Intuitively, the answer seems obvious—a clean record should reduce reentry barriers for employment and other opportunities. Yet, data on the impact of expunctions is elusive because, by their nature, expunged records are unavailable to analyze. No longer. A recent study by J.J. Prescott and Sonja B. Starr, law professors and co-directors of the Empirical Legal Studies Center at the University of Michigan, presents the results of a statewide study pursuant to a data-sharing agreement with the State of Michigan.
In Expungement of Criminal Convictions: An Empirical Study, Professors Prescott and Starr examined the criminal records of people who had obtained a criminal record “set-aside,” Michigan’s version of an expunction. Although the details differ, Michigan’s expunction laws are broadly representative of expunction laws in other states. The authors also obtained the records of people whose convictions had not been set aside. They compared this information with wage and employment data from the state’s unemployment insurance program. Armed with this data, they investigated three main questions.
First, the authors looked at subsequent reoffending by people who had received a set-aside. The result?

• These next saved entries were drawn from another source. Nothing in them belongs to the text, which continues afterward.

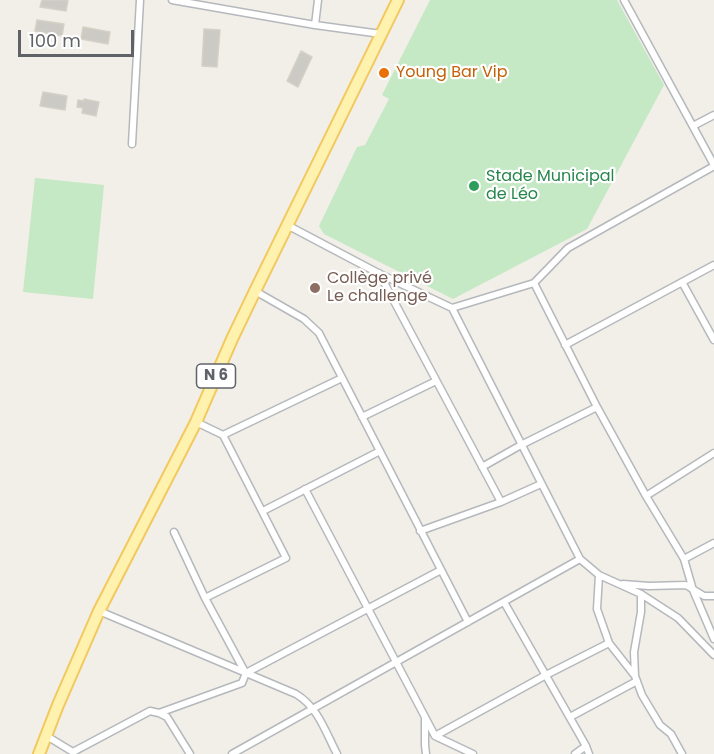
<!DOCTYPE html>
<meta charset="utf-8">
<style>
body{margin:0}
#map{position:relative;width:714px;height:754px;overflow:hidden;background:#f1efe8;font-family:Poppins,sans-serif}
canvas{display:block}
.scale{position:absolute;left:18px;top:30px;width:116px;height:27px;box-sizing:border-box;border:3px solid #5f6368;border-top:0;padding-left:8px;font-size:18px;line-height:21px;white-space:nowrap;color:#5f6368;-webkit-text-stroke:4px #fff;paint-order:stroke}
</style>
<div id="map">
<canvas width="714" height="754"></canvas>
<div class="scale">100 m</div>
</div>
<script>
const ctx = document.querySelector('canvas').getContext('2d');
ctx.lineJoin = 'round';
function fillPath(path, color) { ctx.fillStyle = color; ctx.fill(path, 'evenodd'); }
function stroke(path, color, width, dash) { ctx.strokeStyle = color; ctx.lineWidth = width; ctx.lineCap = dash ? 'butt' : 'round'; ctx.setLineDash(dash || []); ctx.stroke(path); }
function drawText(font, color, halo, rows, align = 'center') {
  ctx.font = font + ' Poppins,sans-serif'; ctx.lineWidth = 4.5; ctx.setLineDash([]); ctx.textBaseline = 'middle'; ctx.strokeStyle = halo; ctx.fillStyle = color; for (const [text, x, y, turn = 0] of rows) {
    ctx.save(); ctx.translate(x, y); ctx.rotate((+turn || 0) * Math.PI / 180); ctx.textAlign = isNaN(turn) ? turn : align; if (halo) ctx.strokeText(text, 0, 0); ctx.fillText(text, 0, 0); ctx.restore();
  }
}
fillPath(new Path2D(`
 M430,0H617L664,85L587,229L453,299L324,234L319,226L357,147L365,145L389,99L382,95Z
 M35,178L104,185L93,299L23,292Z`), '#c5e8c5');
const building = new Path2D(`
 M42,0H68L66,11L40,7Z
 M37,20L64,24L62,36L35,31Z
 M83,27L110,32L108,44L81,39Z
 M204,29L220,30L217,67L202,66Z
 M301,51L312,57L298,87L287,81Z
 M43,92L67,96L65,110L40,106Z
 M84,99L99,102L96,116L82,113L83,108L77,107L78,100L84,101Z`);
fillPath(building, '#cccac5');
stroke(building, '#d6d1c6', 1.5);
const street = new Path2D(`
 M172,0L315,25L381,34
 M624,0L714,165
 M315,25L318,0
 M693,126L714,115
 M132,144L140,0
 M287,225L378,273L452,308L580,559L599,575L641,594L678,618L714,655
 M379,273L501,502
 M682,282L714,340
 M534,283L597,407L646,496L684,559L693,590L714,639
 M255,291L304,319L319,333L468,622
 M452,308L534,283L568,248L714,166
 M565,345L714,265
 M362,417L436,381
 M196,422L223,435L286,558L205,598
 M223,435L342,378
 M482,467L521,445L597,407
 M305,489L435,736L473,754
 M646,496L714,453
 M263,511L380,451
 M420,531L501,502L541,484
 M174,532L205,598L245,672
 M684,559L714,543
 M599,575L597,609L609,643L635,676
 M623,584L649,586L686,585L704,596H714
 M641,594V612L634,652L635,676L642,695L660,725L671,734L682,754
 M504,602L586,746L589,754
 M99,611L296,694C318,707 326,733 337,754
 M159,713L242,683L246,673L441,570
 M570,717L637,681
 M425,719V745L426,754
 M45,735L73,752L150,711L159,713L167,717L190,754
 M435,736L546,675L609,643
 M232,754L580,559
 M575,754L586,746`);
const primary = new Path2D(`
 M39,754L58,705L99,611L196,422L232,339L255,291L398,0`);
stroke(street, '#b5b8bc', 9);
stroke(primary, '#f2c960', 14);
stroke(street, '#fff', 6);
stroke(primary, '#fff2af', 10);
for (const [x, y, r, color] of [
 [384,73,6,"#e8710a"],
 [474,186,6,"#2e9e5b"],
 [315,288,6,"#8d6e63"]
]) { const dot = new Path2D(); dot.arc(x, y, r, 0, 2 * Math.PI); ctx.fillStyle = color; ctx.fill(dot); stroke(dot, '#fff', 2); }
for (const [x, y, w] of [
 [216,376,39]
]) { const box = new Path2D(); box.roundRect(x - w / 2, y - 12, w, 24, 4.5); ctx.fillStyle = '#fff'; ctx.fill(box); stroke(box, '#5f6368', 1.5); }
drawText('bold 15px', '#5f6368', null, [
 ["N 6",216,376]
]);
drawText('16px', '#c56008', '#fff', [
 ["Young Bar Vip",396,73]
], 'left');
drawText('16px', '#27864d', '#fff', [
 ["Stade Municipal",486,177],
 ["de Léo",486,195]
], 'left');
drawText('16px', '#785e54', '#fff', [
 ["Collège privé",327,279],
 ["Le challenge",327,297]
], 'left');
</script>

We find very low rates of recidivism: just 6% of all set-aside recipients are rearrested within five years of receiving their set-aside (and only 2% are rearrested for violent offenses), while reconviction rates are even lower. Indeed, set-aside recipients’ recidivism rates compare favorably with the Michigan population as a whole. Id. at 4.
According to the authors, this finding tends to defuse the most common public safety argument against expunctions: that employers, landlords, and others need to know about all criminal records of the people with whom they interact. Id. at 5.
Second, the authors looked at the employment consequences of expunctions. Existing studies show that criminal convictions create significant employment barriers. One study found that applicants without a criminal record received more than twice as many job offers as applicants with a criminal record. Another study found that applicants without criminal records received 63% more callbacks than those with criminal records, even when the records in question were relatively minor. Id. at 7.
Reviewing the employment history of people who had received a set-aside in Michigan, the authors found “large improvements in the employment rate and wages on average—and, in particular, a reversal of the pre-set aside downward trends that we see for recipients as a group.” Id. at 48. Below are two charts illustrating their findings. Id. at 46–47. The first shows the employment rate for people earning more than $100 per week (a more demanding standard than mere employment, although that rate also rose after receipt of a set-aside). The second shows average wages.
Third, the authors examined “uptake rate”—that is, the rate at which people who are legally eligible for a set-aside actually receive one. The authors found the rate discouragingly low. Only 6.5% of eligible individuals obtain set-asides within the first five years after they qualify. Id. at 5. The authors suggested several possibilities for this “uptake gap,” including lack of information, administrative hassle and time constraints, fees, distrust and fear of the criminal justice system, lack of access to counsel, and insufficient motivation to remove a conviction. On this last point, one interviewee observed, “‘A lot of people don’t prioritize it until [the conviction] is a problem,’ such as when they are trying to pursue an occupational license.” Id. at 30–33.
The authors also considered concerns about eligibility criteria. They observed:
Finally, it bears noting that, although our interviews focused mainly on the problem of low uptake among eligible offenders, every advocate that we spoke to also emphasized the stringency of the eligibility requirements, which in their view exclude a great many worthy candidates. Reforms in 2011 and 2015 [in Michigan] slightly softened the requirements regarding the number of convictions, but they are still stringent and in many ways quite arbitrary. Id. at 33.
What are some takeaways for North Carolina? Our General Assembly has recognized the benefits of expunctions in the last several years. Among other things, it has authorized expunctions of older nonviolent felony and misdemeanor convictions and removed the one-per-lifetime limit on expunctions of non-conviction records (dismissals, acquittals, and other dispositions that do not end in a conviction). See Recent Legislation, in John Rubin, Relief from a Criminal Conviction (UNC School of Government, 2018 ed.).
Two bills introduced this session would begin to address the “uptake gap” identified in the Michigan study. Senate Bill 82 and House Bill 132 would provide for automatic expunction of non-conviction records, without the filing of a petition by the affected person and the associated barriers that come with the petition process. Other bills introduced this session would continue to expand eligibility. See, e.g., House Bill 202 and House Bill 284 (expanding eligibility for expunctions of older felony and misdemeanor convictions).
The proposed bills continue a trend, here and in other parts of the country, to maximize the benefits of expunctions. With release of the Michigan study, policy makers now have empirical data to help inform their efforts.